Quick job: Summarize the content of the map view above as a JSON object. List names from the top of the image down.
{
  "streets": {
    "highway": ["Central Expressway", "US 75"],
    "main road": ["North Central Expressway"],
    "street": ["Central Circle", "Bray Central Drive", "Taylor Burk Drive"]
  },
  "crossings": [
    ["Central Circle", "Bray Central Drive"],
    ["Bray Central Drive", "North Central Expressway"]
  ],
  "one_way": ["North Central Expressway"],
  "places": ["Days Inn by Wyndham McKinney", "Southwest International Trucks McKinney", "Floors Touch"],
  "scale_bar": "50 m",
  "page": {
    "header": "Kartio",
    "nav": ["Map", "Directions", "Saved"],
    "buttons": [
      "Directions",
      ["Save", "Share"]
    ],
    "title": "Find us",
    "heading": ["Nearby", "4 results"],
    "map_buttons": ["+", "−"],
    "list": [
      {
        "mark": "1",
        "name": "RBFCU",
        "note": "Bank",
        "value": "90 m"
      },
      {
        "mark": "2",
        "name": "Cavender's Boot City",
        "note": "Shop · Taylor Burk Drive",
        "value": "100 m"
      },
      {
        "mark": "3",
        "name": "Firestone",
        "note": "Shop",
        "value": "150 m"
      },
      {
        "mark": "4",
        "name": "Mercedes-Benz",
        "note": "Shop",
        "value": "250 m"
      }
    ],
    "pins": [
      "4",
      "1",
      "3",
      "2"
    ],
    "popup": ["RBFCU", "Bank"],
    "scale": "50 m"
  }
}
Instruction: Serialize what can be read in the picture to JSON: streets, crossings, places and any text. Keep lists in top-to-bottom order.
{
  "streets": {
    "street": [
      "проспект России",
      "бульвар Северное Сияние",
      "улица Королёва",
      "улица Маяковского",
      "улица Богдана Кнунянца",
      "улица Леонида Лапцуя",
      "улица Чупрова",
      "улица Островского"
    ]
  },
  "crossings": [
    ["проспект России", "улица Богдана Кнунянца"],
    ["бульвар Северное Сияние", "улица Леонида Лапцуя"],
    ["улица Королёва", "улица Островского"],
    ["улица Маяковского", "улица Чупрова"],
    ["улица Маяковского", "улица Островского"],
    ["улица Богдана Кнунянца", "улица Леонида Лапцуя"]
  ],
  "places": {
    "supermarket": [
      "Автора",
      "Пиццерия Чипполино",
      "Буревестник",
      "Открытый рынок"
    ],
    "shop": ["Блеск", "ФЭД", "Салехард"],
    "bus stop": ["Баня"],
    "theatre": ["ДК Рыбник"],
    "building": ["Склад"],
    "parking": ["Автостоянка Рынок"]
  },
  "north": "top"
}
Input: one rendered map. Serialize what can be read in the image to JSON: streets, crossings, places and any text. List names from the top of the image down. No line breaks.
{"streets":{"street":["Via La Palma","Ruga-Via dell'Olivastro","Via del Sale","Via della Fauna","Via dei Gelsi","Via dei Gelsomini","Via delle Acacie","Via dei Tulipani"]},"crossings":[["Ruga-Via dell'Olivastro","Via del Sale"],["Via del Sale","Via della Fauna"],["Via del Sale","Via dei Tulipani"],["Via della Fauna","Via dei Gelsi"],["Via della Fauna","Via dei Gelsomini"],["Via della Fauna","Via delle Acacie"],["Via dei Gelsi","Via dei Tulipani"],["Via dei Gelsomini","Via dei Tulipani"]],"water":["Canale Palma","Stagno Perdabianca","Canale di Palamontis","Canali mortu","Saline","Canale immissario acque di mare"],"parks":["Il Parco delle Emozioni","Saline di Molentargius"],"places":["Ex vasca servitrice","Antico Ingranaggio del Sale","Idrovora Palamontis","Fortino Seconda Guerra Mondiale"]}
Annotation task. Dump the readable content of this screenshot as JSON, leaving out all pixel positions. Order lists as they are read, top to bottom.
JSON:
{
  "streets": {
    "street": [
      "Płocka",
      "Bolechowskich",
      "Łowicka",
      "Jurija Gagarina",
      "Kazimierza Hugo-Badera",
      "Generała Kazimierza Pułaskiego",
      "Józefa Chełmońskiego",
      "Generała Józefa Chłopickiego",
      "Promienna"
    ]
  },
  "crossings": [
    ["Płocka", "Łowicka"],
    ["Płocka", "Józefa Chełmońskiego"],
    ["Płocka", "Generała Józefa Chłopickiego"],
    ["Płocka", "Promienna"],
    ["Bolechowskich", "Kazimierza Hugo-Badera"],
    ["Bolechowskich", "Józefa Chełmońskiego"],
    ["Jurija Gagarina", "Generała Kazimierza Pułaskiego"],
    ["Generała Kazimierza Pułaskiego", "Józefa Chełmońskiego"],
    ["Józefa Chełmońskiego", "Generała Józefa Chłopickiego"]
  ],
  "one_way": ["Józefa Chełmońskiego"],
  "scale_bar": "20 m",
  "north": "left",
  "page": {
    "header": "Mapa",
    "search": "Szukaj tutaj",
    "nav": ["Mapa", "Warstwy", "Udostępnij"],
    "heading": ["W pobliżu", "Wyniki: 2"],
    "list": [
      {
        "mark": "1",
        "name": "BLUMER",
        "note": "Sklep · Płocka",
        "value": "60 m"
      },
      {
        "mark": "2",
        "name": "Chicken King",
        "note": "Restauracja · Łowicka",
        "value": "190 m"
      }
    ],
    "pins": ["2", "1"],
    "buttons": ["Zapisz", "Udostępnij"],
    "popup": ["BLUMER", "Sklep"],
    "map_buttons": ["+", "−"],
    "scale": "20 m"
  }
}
_____
**Prompt**
Please reproduce the entire listing. Keep it identical.

**Problem solution**
Quick job: Summarize the content of the map view above as a JSON object. List names from the top of the image down.
{
  "streets": {
    "highway": ["Central Expressway", "US 75"],
    "main road": ["North Central Expressway"],
    "street": ["Central Circle", "Bray Central Drive", "Taylor Burk Drive"]
  },
  "crossings": [
    ["Central Circle", "Bray Central Drive"],
    ["Bray Central Drive", "North Central Expressway"]
  ],
  "one_way": ["North Central Expressway"],
  "places": ["Days Inn by Wyndham McKinney", "Southwest International Trucks McKinney", "Floors Touch"],
  "scale_bar": "50 m",
  "page": {
    "header": "Kartio",
    "nav": ["Map", "Directions", "Saved"],
    "buttons": [
      "Directions",
      ["Save", "Share"]
    ],
    "title": "Find us",
    "heading": ["Nearby", "4 results"],
    "map_buttons": ["+", "−"],
    "list": [
      {
        "mark": "1",
        "name": "RBFCU",
        "note": "Bank",
        "value": "90 m"
      },
      {
        "mark": "2",
        "name": "Cavender's Boot City",
        "note": "Shop · Taylor Burk Drive",
        "value": "100 m"
      },
      {
        "mark": "3",
        "name": "Firestone",
        "note": "Shop",
        "value": "150 m"
      },
      {
        "mark": "4",
        "name": "Mercedes-Benz",
        "note": "Shop",
        "value": "250 m"
      }
    ],
    "pins": [
      "4",
      "1",
      "3",
      "2"
    ],
    "popup": ["RBFCU", "Bank"],
    "scale": "50 m"
  }
}
Instruction: Serialize what can be read in the picture to JSON: streets, crossings, places and any text. Keep lists in top-to-bottom order.
{
  "streets": {
    "street": [
      "проспект России",
      "бульвар Северное Сияние",
      "улица Королёва",
      "улица Маяковского",
      "улица Богдана Кнунянца",
      "улица Леонида Лапцуя",
      "улица Чупрова",
      "улица Островского"
    ]
  },
  "crossings": [
    ["проспект России", "улица Богдана Кнунянца"],
    ["бульвар Северное Сияние", "улица Леонида Лапцуя"],
    ["улица Королёва", "улица Островского"],
    ["улица Маяковского", "улица Чупрова"],
    ["улица Маяковского", "улица Островского"],
    ["улица Богдана Кнунянца", "улица Леонида Лапцуя"]
  ],
  "places": {
    "supermarket": [
      "Автора",
      "Пиццерия Чипполино",
      "Буревестник",
      "Открытый рынок"
    ],
    "shop": ["Блеск", "ФЭД", "Салехард"],
    "bus stop": ["Баня"],
    "theatre": ["ДК Рыбник"],
    "building": ["Склад"],
    "parking": ["Автостоянка Рынок"]
  },
  "north": "top"
}
Input: one rendered map. Serialize what can be read in the image to JSON: streets, crossings, places and any text. List names from the top of the image down. No line breaks.
{"streets":{"street":["Via La Palma","Ruga-Via dell'Olivastro","Via del Sale","Via della Fauna","Via dei Gelsi","Via dei Gelsomini","Via delle Acacie","Via dei Tulipani"]},"crossings":[["Ruga-Via dell'Olivastro","Via del Sale"],["Via del Sale","Via della Fauna"],["Via del Sale","Via dei Tulipani"],["Via della Fauna","Via dei Gelsi"],["Via della Fauna","Via dei Gelsomini"],["Via della Fauna","Via delle Acacie"],["Via dei Gelsi","Via dei Tulipani"],["Via dei Gelsomini","Via dei Tulipani"]],"water":["Canale Palma","Stagno Perdabianca","Canale di Palamontis","Canali mortu","Saline","Canale immissario acque di mare"],"parks":["Il Parco delle Emozioni","Saline di Molentargius"],"places":["Ex vasca servitrice","Antico Ingranaggio del Sale","Idrovora Palamontis","Fortino Seconda Guerra Mondiale"]}
Annotation task. Dump the readable content of this screenshot as JSON, leaving out all pixel positions. Order lists as they are read, top to bottom.
JSON:
{
  "streets": {
    "street": [
      "Płocka",
      "Bolechowskich",
      "Łowicka",
      "Jurija Gagarina",
      "Kazimierza Hugo-Badera",
      "Generała Kazimierza Pułaskiego",
      "Józefa Chełmońskiego",
      "Generała Józefa Chłopickiego",
      "Promienna"
    ]
  },
  "crossings": [
    ["Płocka", "Łowicka"],
    ["Płocka", "Józefa Chełmońskiego"],
    ["Płocka", "Generała Józefa Chłopickiego"],
    ["Płocka", "Promienna"],
    ["Bolechowskich", "Kazimierza Hugo-Badera"],
    ["Bolechowskich", "Józefa Chełmońskiego"],
    ["Jurija Gagarina", "Generała Kazimierza Pułaskiego"],
    ["Generała Kazimierza Pułaskiego", "Józefa Chełmońskiego"],
    ["Józefa Chełmońskiego", "Generała Józefa Chłopickiego"]
  ],
  "one_way": ["Józefa Chełmońskiego"],
  "scale_bar": "20 m",
  "north": "left",
  "page": {
    "header": "Mapa",
    "search": "Szukaj tutaj",
    "nav": ["Mapa", "Warstwy", "Udostępnij"],
    "heading": ["W pobliżu", "Wyniki: 2"],
    "list": [
      {
        "mark": "1",
        "name": "BLUMER",
        "note": "Sklep · Płocka",
        "value": "60 m"
      },
      {
        "mark": "2",
        "name": "Chicken King",
        "note": "Restauracja · Łowicka",
        "value": "190 m"
      }
    ],
    "pins": ["2", "1"],
    "buttons": ["Zapisz", "Udostępnij"],
    "popup": ["BLUMER", "Sklep"],
    "map_buttons": ["+", "−"],
    "scale": "20 m"
  }
}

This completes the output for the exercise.